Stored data
==============================

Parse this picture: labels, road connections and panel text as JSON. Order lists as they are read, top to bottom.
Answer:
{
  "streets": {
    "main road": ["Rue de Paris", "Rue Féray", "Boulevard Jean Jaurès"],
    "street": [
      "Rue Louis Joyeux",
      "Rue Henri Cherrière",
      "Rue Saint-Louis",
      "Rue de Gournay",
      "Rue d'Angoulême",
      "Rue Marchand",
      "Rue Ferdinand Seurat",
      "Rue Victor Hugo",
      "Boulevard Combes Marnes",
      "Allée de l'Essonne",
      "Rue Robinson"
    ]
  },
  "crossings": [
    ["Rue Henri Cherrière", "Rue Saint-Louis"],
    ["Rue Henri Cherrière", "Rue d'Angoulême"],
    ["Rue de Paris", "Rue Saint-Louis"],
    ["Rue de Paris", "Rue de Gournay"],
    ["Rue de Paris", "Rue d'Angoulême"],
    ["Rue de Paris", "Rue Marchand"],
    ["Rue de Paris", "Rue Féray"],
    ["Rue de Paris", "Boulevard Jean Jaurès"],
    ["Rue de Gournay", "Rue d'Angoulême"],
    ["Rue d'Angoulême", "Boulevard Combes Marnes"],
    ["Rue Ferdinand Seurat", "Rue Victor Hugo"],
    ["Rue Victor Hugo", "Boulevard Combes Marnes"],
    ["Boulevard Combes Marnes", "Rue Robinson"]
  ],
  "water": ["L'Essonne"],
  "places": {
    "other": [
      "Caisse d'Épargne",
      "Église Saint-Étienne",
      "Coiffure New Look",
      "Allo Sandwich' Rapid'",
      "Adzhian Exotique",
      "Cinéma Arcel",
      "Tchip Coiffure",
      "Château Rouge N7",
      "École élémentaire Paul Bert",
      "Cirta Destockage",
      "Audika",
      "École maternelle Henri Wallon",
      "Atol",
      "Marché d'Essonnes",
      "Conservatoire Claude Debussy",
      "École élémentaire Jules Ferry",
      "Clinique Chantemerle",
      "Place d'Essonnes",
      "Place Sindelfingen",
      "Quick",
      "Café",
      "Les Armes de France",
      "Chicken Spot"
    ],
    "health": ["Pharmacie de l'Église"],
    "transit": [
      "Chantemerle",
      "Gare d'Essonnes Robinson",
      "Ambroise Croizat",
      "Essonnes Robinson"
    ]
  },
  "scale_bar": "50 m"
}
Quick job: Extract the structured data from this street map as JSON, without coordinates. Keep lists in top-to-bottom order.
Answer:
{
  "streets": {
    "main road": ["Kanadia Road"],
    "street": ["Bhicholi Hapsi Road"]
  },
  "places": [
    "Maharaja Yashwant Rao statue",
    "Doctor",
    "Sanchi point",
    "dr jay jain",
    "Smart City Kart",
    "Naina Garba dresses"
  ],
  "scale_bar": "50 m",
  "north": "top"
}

==============================

EXERCISE AIM
Write the data out once more, exactly as it was given.

TASK RESPONSE
Parse this picture: labels, road connections and panel text as JSON. Order lists as they are read, top to bottom.
Answer:
{
  "streets": {
    "main road": ["Rue de Paris", "Rue Féray", "Boulevard Jean Jaurès"],
    "street": [
      "Rue Louis Joyeux",
      "Rue Henri Cherrière",
      "Rue Saint-Louis",
      "Rue de Gournay",
      "Rue d'Angoulême",
      "Rue Marchand",
      "Rue Ferdinand Seurat",
      "Rue Victor Hugo",
      "Boulevard Combes Marnes",
      "Allée de l'Essonne",
      "Rue Robinson"
    ]
  },
  "crossings": [
    ["Rue Henri Cherrière", "Rue Saint-Louis"],
    ["Rue Henri Cherrière", "Rue d'Angoulême"],
    ["Rue de Paris", "Rue Saint-Louis"],
    ["Rue de Paris", "Rue de Gournay"],
    ["Rue de Paris", "Rue d'Angoulême"],
    ["Rue de Paris", "Rue Marchand"],
    ["Rue de Paris", "Rue Féray"],
    ["Rue de Paris", "Boulevard Jean Jaurès"],
    ["Rue de Gournay", "Rue d'Angoulême"],
    ["Rue d'Angoulême", "Boulevard Combes Marnes"],
    ["Rue Ferdinand Seurat", "Rue Victor Hugo"],
    ["Rue Victor Hugo", "Boulevard Combes Marnes"],
    ["Boulevard Combes Marnes", "Rue Robinson"]
  ],
  "water": ["L'Essonne"],
  "places": {
    "other": [
      "Caisse d'Épargne",
      "Église Saint-Étienne",
      "Coiffure New Look",
      "Allo Sandwich' Rapid'",
      "Adzhian Exotique",
      "Cinéma Arcel",
      "Tchip Coiffure",
      "Château Rouge N7",
      "École élémentaire Paul Bert",
      "Cirta Destockage",
      "Audika",
      "École maternelle Henri Wallon",
      "Atol",
      "Marché d'Essonnes",
      "Conservatoire Claude Debussy",
      "École élémentaire Jules Ferry",
      "Clinique Chantemerle",
      "Place d'Essonnes",
      "Place Sindelfingen",
      "Quick",
      "Café",
      "Les Armes de France",
      "Chicken Spot"
    ],
    "health": ["Pharmacie de l'Église"],
    "transit": [
      "Chantemerle",
      "Gare d'Essonnes Robinson",
      "Ambroise Croizat",
      "Essonnes Robinson"
    ]
  },
  "scale_bar": "50 m"
}
Quick job: Extract the structured data from this street map as JSON, without coordinates. Keep lists in top-to-bottom order.
Answer:
{
  "streets": {
    "main road": ["Kanadia Road"],
    "street": ["Bhicholi Hapsi Road"]
  },
  "places": [
    "Maharaja Yashwant Rao statue",
    "Doctor",
    "Sanchi point",
    "dr jay jain",
    "Smart City Kart",
    "Naina Garba dresses"
  ],
  "scale_bar": "50 m",
  "north": "top"
}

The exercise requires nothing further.